ATLANTA, Ga. — Marijuana edibles are becoming a growing issue for the state and there is especially a concern about children getting their hands on them.
They’re taking up more and more space inside the GBI crime lab.
The tainted treats come in many varieties, including Rice Krispie treats, gummy candies, brownies and Goldfish crackers.
The GBI actually had to get an extra freezer just to accommodate all of the food samples waiting for testing that are suspected of containing THC, the active ingredient in marijuana.
GBI spokesperson Nelly Miles says the department estimates it’s tested more than 400 samples of edibles since April of 2016.
“The main concern is that a lot of times, these types of cases are showing up in our school systems,” Miles told CBS46 News.
The effects on children can be serious. Everything from hallucinations to paranoia to vomiting.
“We have found as the marijuana laws have changed, which includes legalization of marijuana in other states, we have seen more of these types of cases,” continued Miles.

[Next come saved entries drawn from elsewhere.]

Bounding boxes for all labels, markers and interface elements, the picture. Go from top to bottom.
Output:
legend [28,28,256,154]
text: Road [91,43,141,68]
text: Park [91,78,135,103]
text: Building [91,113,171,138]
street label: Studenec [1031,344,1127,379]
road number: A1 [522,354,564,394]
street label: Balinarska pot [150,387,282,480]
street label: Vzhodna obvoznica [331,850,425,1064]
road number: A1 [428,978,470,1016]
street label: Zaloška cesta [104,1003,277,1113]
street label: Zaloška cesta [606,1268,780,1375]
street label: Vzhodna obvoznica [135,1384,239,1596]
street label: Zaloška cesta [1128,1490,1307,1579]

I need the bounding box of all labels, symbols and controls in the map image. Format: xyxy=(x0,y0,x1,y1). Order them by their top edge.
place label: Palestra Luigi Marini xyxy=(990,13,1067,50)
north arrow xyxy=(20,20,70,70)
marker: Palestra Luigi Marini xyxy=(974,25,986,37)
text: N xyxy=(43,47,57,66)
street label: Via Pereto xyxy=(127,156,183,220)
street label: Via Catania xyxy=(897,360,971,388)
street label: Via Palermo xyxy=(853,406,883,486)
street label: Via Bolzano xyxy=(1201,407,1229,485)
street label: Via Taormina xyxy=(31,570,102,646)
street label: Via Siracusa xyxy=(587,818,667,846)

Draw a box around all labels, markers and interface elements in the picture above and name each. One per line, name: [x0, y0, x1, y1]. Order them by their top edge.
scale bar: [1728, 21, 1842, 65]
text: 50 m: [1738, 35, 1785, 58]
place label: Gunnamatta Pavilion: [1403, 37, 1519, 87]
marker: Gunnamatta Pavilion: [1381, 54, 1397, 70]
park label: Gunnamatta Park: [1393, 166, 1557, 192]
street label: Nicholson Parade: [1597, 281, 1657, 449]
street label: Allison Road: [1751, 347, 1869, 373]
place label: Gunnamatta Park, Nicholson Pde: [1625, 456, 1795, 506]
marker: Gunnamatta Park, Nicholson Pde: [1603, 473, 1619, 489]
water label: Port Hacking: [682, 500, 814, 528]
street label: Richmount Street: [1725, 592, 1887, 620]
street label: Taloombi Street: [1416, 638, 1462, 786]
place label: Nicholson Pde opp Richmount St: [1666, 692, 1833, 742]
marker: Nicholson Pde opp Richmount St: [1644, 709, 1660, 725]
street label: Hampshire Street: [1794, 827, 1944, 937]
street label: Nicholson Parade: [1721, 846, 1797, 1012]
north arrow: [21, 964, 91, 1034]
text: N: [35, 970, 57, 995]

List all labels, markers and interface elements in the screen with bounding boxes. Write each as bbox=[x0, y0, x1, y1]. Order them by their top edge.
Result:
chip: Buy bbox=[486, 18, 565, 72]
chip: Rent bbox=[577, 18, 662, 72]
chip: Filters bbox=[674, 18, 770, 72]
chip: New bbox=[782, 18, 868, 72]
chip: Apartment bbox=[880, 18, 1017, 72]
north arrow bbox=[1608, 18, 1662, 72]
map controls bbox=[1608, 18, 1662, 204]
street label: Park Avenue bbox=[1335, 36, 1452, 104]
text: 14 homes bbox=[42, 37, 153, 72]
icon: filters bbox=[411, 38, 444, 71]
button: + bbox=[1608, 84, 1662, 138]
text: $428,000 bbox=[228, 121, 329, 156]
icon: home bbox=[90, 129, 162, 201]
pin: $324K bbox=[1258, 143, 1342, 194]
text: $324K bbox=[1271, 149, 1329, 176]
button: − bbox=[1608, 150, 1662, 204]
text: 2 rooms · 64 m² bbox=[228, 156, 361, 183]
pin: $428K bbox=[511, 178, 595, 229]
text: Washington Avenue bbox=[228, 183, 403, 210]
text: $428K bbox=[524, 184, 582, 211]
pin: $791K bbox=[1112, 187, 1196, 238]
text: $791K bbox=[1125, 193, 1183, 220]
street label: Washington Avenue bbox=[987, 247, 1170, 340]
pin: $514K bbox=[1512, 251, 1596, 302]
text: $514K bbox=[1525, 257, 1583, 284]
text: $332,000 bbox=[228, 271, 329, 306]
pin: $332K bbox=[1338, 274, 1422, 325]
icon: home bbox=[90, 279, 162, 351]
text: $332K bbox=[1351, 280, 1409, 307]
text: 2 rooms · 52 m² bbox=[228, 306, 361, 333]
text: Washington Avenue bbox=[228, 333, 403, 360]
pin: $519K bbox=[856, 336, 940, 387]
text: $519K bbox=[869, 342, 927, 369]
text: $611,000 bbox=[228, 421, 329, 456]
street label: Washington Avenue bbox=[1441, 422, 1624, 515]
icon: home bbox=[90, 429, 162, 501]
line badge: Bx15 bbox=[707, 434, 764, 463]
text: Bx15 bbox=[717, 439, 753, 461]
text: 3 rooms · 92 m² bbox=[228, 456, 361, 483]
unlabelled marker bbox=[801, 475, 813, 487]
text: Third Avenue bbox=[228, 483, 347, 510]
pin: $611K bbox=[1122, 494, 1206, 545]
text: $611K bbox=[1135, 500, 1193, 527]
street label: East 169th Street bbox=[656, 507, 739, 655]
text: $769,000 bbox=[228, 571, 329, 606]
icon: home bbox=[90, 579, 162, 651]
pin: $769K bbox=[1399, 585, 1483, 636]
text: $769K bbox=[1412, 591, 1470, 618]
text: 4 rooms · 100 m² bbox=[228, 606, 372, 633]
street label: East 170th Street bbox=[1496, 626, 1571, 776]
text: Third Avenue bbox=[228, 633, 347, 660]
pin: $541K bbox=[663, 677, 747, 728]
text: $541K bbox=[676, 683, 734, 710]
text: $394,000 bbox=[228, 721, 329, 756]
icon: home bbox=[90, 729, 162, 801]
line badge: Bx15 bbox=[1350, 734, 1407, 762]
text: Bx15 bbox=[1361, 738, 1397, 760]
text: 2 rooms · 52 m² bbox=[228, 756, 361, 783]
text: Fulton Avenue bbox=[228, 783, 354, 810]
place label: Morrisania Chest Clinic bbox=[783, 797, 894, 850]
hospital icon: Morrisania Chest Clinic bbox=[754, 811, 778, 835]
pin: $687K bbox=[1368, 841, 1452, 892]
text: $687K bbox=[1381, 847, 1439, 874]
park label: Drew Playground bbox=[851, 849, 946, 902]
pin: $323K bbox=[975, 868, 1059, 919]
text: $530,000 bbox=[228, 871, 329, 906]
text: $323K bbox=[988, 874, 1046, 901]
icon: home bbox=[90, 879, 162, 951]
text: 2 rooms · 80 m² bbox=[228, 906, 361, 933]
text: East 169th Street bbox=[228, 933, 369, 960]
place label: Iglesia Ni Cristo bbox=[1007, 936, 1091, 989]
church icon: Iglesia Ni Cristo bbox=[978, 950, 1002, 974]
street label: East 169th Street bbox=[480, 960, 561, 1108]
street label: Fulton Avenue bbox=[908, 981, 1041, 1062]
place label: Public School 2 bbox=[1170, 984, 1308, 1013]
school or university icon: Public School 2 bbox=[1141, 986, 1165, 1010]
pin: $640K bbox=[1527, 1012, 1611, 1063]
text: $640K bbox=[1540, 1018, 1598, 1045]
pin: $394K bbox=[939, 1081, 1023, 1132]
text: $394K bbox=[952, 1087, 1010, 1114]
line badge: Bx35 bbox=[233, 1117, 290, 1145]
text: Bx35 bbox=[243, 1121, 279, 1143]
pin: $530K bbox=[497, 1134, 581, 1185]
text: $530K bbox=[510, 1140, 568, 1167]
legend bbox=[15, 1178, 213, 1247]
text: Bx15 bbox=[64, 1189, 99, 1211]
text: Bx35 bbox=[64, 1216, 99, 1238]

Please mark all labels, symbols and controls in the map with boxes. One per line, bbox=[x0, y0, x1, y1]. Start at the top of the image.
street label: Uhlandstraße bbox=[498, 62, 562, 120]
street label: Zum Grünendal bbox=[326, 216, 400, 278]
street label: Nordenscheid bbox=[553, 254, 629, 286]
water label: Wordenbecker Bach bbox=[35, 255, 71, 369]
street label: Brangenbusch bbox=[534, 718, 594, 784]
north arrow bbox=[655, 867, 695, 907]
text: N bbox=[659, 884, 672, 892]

Georgia Poison Center director Dr. Gaylord Lopez says their phones are ringing with more and more panicked parents on the other line after children accidentally ingest laced cookies or candy.
In the past few years, there’s been an increase in calls for children accidentally ingesting edibles.
In Georgia, there were seven calls to the Poison Center concerning marijuana edibles in 2017. That number jumped to 42 in 2018.
Nationwide, it increased from 23 in 2016 to more than 700 in 2017.
“This is what is going to be attractive to a younger generation and this is something that we have to worry about,” says Miles.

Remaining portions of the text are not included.